=== Material to process ===

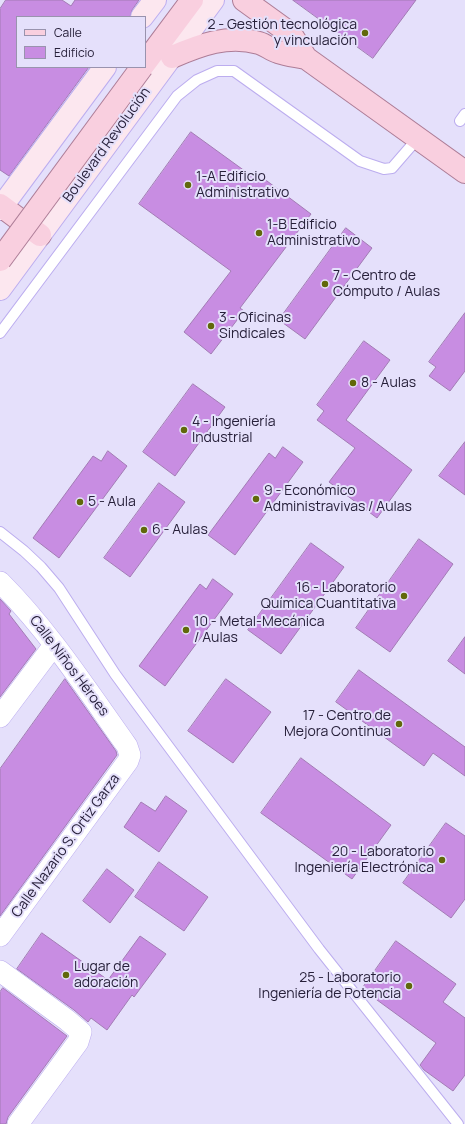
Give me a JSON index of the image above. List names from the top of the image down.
{
  "streets": {
    "main road": ["Boulevard Revolución"],
    "street": ["Calle Niños Héroes", "Calle Nazario S. Ortiz Garza"]
  },
  "crossings": [
    ["Calle Niños Héroes", "Calle Nazario S. Ortiz Garza"]
  ],
  "places": [
    "2 - Gestión tecnológica y vinculación",
    "1-A Edificio Administrativo",
    "1-B Edificio Administrativo",
    "7 - Centro de Cómputo / Aulas",
    "3 - Oficinas Sindicales",
    "8 - Aulas",
    "4 - Ingeniería Industrial",
    "9 - Económico Administravivas / Aulas",
    "5 - Aula",
    "6 - Aulas",
    "16 - Laboratorio Química Cuantitativa",
    "10 - Metal-Mecánica / Aulas",
    "17 - Centro de Mejora Continua",
    "20 - Laboratorio Ingeniería Electrónica",
    "Lugar de adoración",
    "25 - Laboratorio Ingeniería de Potencia"
  ],
  "legend": ["Calle", "Edificio"]
}
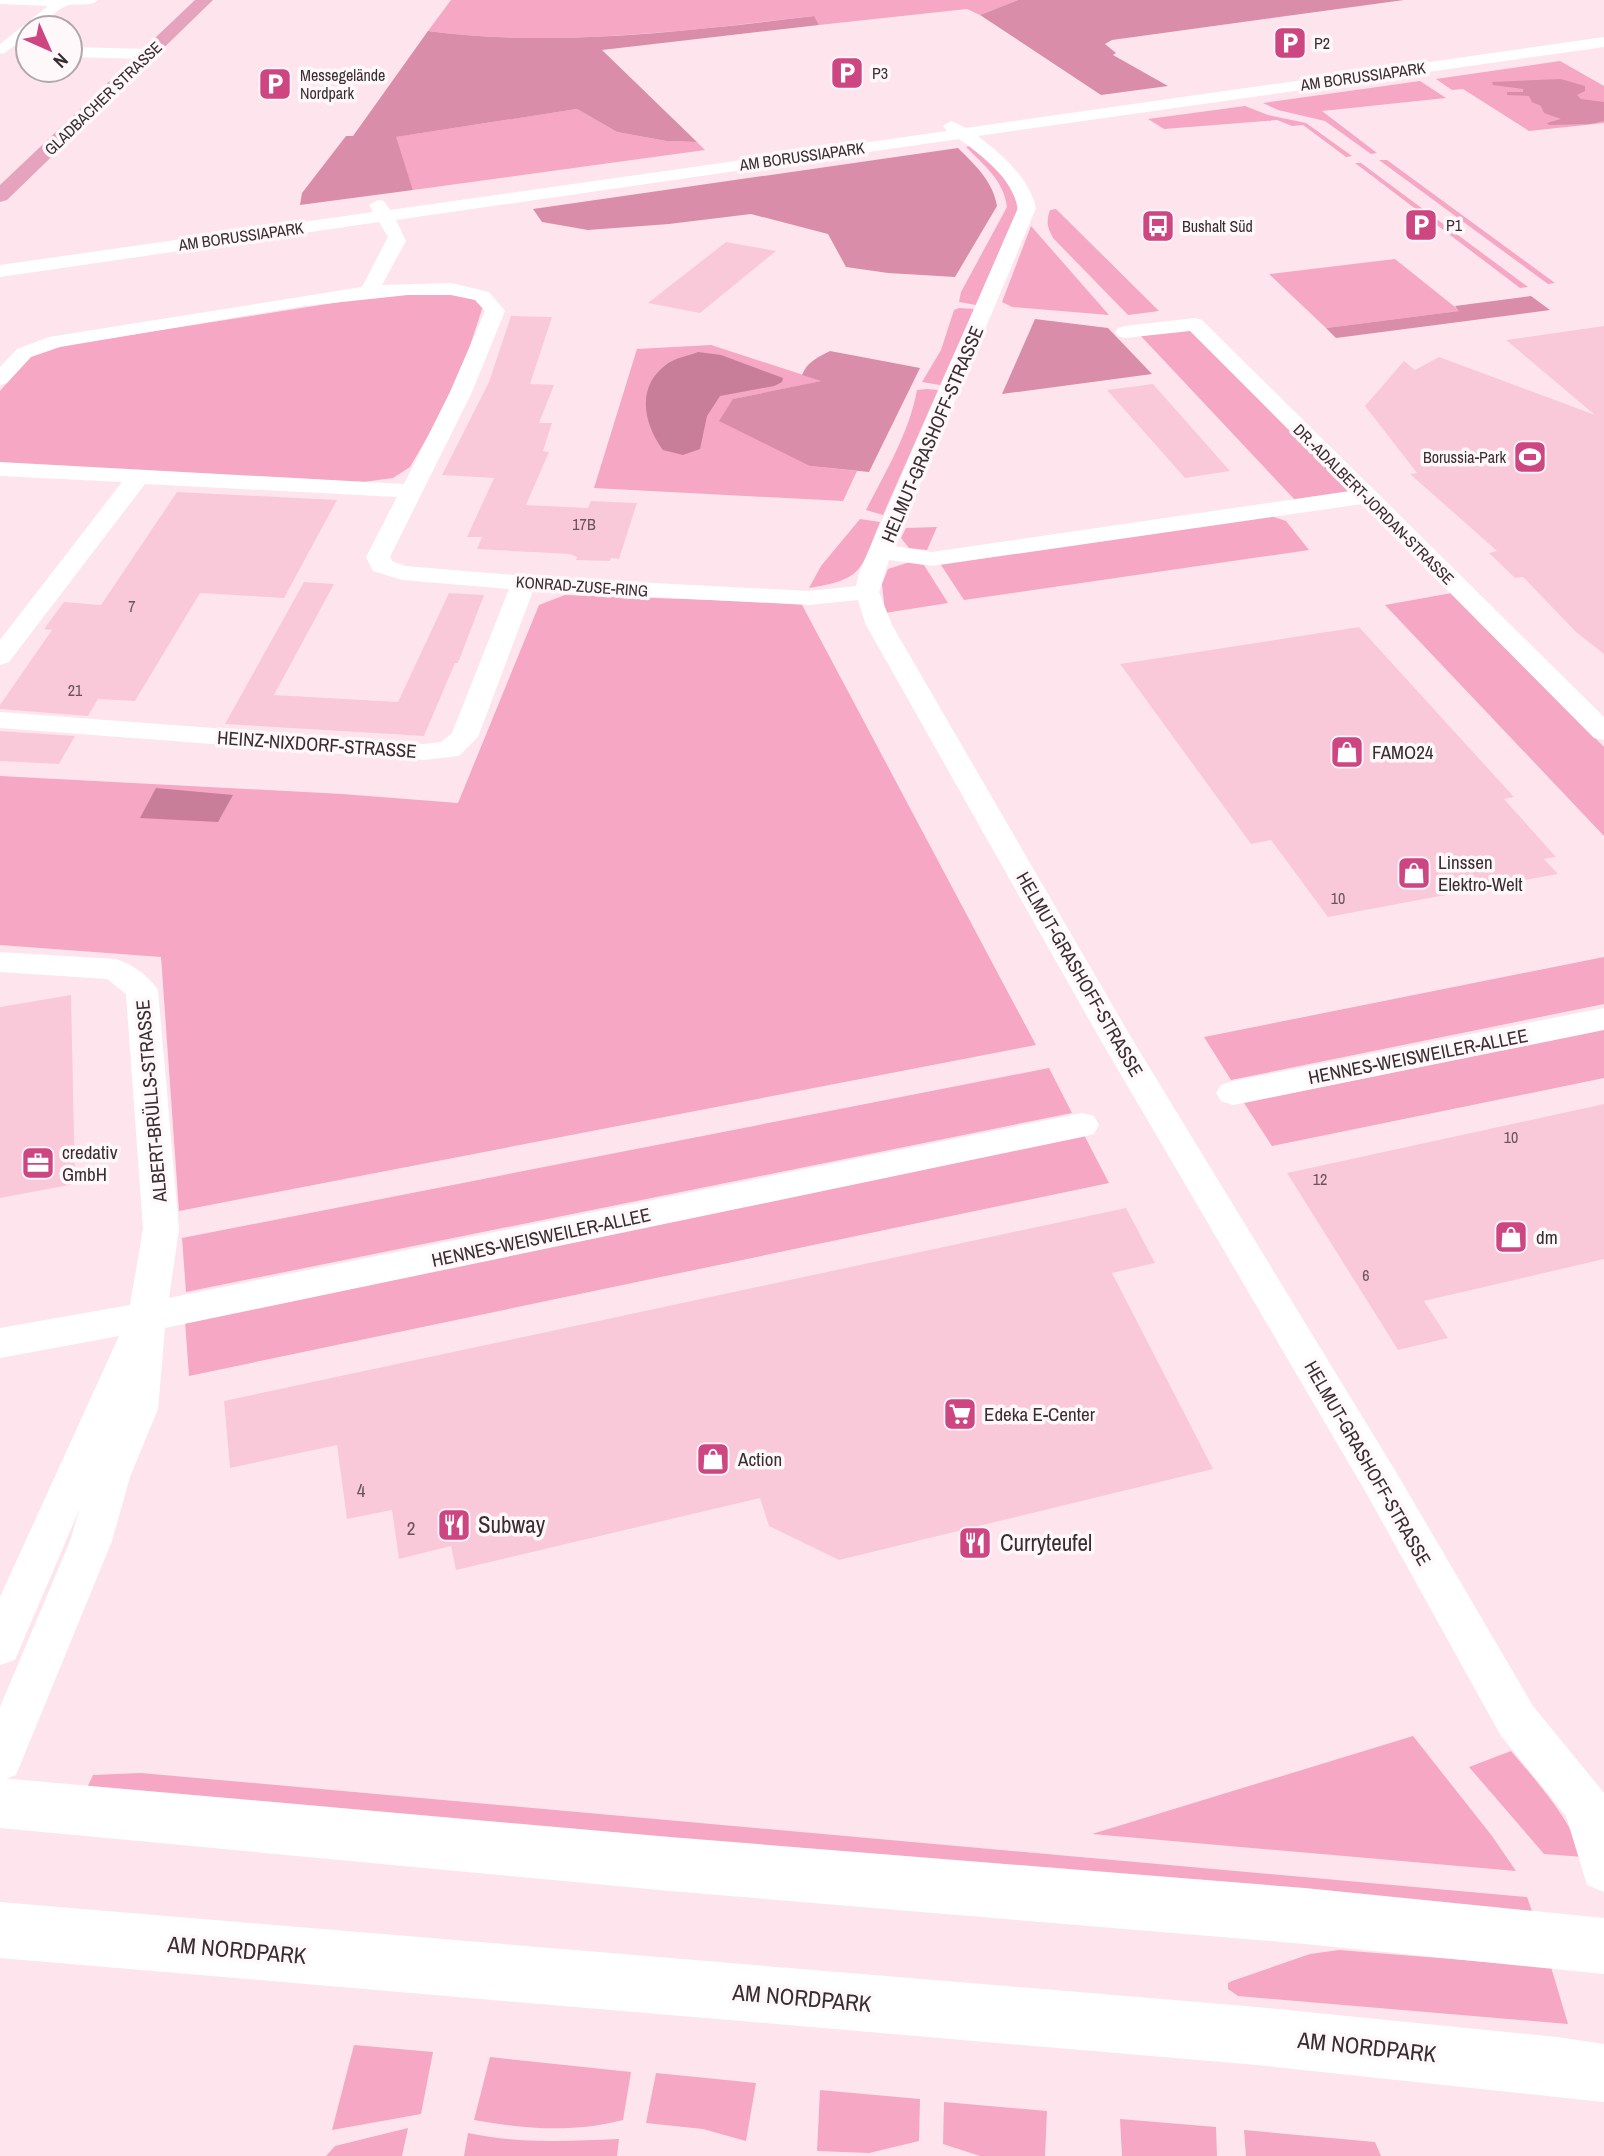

===

## Action item
Could you restate the entries word for word, skipping any pictures?

## Task answer
Give me a JSON index of the image above. List names from the top of the image down.
{
  "streets": {
    "main road": ["Boulevard Revolución"],
    "street": ["Calle Niños Héroes", "Calle Nazario S. Ortiz Garza"]
  },
  "crossings": [
    ["Calle Niños Héroes", "Calle Nazario S. Ortiz Garza"]
  ],
  "places": [
    "2 - Gestión tecnológica y vinculación",
    "1-A Edificio Administrativo",
    "1-B Edificio Administrativo",
    "7 - Centro de Cómputo / Aulas",
    "3 - Oficinas Sindicales",
    "8 - Aulas",
    "4 - Ingeniería Industrial",
    "9 - Económico Administravivas / Aulas",
    "5 - Aula",
    "6 - Aulas",
    "16 - Laboratorio Química Cuantitativa",
    "10 - Metal-Mecánica / Aulas",
    "17 - Centro de Mejora Continua",
    "20 - Laboratorio Ingeniería Electrónica",
    "Lugar de adoración",
    "25 - Laboratorio Ingeniería de Potencia"
  ],
  "legend": ["Calle", "Edificio"]
}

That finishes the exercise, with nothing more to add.